Mit vollem Ernst: Das Stelldichein des 20er-Clubs Ende November in Johannesburg (ausgerechnet) steht im Zeichen massiver Einschnitte bei der Entwicklungshilfe durch die großen Wirtschaftsmächte nach dem Vorbild Trump. Hierzulande kürzen Union und SPD die humanitäre Hilfe jährlich um 1,2 Milliarden und die Entwicklungszusammenarbeit um knapp 941 Millionen Euro. Mit entsprechend leichtem Gepäck reiste Bundesarbeitsministerin Bärbel Bas nach Doha, um deutsche Interessen zu vertreten. Ihre SPD versteht darunter seit über 20 Jahren Mitregierung emsiges Umverteilen von unter nach oben, sprich Generieren von „Ungleichheitsnotstand“ (Stiglitz) im BRD-Maßstab – bei (ver)schwindender Wählerbasis und chronischem Bauchschmerz. So soll es weitergehen, wenngleich ein gutes Stück heftiger, weil Aufschwung durch Rüstung Rheinmetall freut und den kleinen Mann noch kleiner macht.

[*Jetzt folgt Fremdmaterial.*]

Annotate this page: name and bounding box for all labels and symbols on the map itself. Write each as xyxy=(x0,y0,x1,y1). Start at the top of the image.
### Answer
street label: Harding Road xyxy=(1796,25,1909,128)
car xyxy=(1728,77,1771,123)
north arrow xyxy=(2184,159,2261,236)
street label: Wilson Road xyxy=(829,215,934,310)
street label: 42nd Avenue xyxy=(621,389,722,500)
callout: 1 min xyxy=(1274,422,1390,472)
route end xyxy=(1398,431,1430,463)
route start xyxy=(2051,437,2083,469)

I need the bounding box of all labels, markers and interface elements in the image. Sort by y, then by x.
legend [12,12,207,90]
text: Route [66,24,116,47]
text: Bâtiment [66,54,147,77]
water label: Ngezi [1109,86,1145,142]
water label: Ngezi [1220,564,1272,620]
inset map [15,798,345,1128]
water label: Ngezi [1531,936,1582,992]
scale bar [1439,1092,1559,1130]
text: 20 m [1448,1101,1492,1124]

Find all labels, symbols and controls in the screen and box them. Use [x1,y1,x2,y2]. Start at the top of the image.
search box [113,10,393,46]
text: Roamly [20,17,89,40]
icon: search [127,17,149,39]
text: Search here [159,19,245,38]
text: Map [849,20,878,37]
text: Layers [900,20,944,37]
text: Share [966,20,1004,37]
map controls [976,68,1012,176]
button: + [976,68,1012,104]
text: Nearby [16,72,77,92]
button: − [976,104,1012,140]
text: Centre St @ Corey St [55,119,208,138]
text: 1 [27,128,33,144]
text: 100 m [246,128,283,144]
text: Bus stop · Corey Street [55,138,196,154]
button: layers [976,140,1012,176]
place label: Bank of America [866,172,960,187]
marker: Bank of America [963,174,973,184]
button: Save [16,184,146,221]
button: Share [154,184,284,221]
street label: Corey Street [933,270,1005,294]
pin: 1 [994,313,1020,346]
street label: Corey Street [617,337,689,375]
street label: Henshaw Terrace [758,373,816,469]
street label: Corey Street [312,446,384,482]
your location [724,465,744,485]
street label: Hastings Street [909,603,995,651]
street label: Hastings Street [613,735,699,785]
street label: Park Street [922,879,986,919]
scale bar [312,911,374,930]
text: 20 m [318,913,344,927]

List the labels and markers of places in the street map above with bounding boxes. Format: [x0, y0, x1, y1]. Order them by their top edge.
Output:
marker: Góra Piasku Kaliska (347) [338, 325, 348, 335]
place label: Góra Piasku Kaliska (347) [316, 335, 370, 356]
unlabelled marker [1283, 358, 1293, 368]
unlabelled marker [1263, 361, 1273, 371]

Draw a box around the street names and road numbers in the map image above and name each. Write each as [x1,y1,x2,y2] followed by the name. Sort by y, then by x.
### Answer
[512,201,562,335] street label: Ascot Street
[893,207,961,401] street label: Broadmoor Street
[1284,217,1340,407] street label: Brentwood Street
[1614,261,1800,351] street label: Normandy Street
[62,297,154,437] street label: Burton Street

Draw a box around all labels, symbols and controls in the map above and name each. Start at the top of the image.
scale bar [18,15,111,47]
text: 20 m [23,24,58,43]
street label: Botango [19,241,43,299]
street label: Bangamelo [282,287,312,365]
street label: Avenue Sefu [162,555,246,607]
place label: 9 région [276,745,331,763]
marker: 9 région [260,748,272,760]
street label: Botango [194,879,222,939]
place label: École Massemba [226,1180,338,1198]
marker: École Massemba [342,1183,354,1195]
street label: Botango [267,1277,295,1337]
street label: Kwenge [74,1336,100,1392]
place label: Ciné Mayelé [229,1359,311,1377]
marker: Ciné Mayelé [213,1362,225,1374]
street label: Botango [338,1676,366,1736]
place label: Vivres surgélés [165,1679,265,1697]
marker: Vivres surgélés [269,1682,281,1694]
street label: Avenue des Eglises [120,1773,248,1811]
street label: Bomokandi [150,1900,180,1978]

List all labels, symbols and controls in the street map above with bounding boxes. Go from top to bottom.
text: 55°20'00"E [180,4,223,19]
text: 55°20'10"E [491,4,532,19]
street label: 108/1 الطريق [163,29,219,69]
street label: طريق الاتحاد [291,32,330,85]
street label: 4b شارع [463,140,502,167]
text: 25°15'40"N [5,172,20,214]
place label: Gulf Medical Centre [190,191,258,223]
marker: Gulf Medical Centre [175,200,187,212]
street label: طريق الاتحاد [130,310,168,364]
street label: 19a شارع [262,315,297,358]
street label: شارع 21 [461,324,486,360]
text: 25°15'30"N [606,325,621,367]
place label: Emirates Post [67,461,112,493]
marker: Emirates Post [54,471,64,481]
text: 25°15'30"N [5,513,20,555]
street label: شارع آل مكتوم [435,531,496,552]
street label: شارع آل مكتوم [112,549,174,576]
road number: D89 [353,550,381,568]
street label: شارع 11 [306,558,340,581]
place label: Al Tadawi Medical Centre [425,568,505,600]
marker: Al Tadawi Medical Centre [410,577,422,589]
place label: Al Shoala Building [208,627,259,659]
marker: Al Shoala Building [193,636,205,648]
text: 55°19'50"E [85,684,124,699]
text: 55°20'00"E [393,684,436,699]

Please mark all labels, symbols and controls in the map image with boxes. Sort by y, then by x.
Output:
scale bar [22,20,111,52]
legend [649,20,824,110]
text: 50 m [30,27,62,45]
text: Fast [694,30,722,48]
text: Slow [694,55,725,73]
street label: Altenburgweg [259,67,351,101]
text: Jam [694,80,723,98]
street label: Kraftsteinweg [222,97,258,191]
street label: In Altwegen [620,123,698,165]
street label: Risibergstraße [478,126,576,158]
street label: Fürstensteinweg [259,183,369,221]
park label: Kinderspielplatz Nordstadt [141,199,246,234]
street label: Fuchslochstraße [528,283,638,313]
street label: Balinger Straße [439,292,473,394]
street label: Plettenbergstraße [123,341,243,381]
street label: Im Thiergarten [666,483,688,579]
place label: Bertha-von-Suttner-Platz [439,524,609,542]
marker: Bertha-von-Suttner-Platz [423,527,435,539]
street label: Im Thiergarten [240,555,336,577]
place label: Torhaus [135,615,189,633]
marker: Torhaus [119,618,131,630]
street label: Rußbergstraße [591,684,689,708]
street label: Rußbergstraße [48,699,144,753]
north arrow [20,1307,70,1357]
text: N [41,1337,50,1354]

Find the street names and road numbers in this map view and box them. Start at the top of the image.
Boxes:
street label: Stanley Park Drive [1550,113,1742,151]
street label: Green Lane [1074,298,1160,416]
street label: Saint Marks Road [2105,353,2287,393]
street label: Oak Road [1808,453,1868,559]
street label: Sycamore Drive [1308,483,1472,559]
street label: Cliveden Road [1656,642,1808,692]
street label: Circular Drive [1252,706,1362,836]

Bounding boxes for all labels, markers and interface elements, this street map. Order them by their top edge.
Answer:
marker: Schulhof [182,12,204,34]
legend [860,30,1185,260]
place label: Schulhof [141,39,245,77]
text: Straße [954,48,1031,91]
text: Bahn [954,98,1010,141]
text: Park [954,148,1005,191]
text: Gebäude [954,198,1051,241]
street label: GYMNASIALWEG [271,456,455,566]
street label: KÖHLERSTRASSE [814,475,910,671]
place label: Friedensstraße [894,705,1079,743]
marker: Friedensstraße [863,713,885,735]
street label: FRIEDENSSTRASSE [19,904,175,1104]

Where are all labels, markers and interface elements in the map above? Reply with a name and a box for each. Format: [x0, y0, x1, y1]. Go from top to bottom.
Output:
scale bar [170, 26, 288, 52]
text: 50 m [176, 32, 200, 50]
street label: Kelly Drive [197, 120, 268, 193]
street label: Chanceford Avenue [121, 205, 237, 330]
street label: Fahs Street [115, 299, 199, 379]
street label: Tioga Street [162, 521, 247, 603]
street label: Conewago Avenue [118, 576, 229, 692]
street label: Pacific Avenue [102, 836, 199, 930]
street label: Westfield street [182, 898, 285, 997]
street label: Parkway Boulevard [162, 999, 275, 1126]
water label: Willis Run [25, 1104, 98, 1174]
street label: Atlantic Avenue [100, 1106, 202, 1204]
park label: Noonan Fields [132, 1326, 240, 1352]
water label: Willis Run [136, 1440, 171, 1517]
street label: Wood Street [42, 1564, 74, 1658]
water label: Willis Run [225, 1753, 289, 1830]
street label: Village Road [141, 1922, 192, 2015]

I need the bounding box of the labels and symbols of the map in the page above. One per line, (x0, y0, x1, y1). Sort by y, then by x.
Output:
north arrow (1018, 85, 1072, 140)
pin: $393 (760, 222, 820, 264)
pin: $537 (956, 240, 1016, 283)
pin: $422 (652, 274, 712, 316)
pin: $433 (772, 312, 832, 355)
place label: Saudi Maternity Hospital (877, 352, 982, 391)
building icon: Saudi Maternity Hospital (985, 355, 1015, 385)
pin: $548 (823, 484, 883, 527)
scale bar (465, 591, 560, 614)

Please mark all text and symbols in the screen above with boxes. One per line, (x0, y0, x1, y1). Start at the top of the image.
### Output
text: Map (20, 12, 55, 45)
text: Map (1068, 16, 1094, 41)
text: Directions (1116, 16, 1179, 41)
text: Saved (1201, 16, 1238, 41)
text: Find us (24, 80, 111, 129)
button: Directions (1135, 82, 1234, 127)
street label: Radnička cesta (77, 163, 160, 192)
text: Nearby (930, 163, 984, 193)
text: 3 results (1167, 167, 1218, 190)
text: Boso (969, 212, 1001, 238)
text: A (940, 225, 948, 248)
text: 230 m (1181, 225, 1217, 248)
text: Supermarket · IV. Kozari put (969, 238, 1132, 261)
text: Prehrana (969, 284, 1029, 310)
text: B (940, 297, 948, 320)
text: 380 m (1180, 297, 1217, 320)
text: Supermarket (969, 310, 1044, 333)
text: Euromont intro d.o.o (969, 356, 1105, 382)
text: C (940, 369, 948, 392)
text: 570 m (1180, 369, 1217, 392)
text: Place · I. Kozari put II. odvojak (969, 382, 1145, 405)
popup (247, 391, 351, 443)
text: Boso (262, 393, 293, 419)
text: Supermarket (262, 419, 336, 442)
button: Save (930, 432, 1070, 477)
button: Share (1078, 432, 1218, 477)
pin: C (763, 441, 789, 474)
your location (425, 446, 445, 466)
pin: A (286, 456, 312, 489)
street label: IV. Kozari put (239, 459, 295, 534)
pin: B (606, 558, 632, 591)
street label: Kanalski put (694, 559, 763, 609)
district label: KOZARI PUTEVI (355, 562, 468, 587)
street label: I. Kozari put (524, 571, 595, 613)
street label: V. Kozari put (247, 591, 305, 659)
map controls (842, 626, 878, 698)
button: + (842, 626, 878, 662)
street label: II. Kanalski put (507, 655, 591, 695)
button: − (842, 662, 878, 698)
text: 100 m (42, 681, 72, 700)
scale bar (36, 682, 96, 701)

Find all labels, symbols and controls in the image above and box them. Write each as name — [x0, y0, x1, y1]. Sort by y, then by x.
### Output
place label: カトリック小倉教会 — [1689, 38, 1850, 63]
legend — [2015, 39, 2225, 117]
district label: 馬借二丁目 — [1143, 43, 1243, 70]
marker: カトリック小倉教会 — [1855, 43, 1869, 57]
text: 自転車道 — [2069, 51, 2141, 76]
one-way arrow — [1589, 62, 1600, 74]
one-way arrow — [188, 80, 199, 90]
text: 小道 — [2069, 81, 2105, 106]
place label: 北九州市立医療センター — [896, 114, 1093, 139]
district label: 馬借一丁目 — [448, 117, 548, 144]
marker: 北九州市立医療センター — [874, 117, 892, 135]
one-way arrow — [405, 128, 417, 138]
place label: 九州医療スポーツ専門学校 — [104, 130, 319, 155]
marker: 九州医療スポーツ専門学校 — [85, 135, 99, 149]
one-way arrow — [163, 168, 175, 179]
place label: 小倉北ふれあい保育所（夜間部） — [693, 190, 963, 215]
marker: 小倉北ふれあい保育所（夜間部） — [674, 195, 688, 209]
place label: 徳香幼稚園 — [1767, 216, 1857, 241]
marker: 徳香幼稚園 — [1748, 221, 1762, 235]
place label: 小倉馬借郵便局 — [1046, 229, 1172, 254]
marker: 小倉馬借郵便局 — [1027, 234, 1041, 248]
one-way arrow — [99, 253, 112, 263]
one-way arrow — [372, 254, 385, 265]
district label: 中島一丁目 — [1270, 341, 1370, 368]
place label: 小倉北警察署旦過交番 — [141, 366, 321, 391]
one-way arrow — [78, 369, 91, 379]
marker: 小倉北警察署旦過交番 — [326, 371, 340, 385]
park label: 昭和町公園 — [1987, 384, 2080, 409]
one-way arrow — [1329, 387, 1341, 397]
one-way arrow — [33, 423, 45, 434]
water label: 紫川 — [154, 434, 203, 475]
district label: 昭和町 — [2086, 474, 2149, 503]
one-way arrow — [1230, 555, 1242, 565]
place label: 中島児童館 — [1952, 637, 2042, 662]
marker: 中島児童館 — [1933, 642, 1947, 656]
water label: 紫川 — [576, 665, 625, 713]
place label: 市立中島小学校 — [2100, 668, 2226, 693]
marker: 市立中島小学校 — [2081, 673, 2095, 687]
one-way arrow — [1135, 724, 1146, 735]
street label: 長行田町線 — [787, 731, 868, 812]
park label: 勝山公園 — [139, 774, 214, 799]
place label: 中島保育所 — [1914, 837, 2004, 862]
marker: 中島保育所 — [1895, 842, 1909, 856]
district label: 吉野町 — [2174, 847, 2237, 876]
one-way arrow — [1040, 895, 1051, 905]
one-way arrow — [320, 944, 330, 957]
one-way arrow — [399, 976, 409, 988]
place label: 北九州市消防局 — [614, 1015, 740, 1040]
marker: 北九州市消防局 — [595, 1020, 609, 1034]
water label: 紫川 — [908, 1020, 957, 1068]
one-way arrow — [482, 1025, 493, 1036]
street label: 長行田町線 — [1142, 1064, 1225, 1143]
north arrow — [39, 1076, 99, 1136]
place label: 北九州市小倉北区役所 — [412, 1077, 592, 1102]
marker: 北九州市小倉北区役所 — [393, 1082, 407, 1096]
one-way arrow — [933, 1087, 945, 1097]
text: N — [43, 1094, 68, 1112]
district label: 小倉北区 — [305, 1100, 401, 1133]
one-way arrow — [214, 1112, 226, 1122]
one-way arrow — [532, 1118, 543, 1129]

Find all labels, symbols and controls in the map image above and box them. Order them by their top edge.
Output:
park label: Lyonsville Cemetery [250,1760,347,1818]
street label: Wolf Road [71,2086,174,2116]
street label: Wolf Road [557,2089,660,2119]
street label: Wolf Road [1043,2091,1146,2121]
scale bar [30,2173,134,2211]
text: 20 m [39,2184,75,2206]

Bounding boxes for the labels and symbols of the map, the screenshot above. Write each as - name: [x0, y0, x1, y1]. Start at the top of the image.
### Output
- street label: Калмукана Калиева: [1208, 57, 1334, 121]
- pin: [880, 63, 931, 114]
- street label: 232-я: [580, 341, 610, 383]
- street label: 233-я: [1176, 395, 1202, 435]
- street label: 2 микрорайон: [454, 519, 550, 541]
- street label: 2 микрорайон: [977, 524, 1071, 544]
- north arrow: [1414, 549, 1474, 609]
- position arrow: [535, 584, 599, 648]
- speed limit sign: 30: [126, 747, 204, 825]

Für den gibt es Erbauliches in Schriftform, aus der Abteilung Phrasenschwein. Die Abschlusserklärung von Doha stand in den Grundzügen schon vorher fest. Anders als noch in Kopenhagen durften zivile Akteure über den Text nicht mitberaten. Der Wortlauf bleibe „deutlich hinter dem zurück, was nötig wäre“, beklagen mehrere Entwicklungshifleverbände. Es fehlten „verbindliche Ziele“, „konkrete Zusagen“, „kritische Ursachenanalyse“ und ein Bekenntnis zu „Reformbemühungen für ein gerechtes internationales Wirtschafts- und Finanzsystem“. Anders gesagt: Ohne Kapitalismuskritik hätte man sich den ganzen Aufriss auch sparen können.

Immerhin Bärbel Bas fand es dufte, postete hernach via Facebook eine Serie Hände-Schüttel-Fotos und proklamierte: „Ein starkes Zeichen für internationale Zusammenarbeit in Zeiten geopolitischer Polarisierung!“ Das muss genügen. Bis zum nächsten Mal – in 30 Jahren oder nach der Sintflut.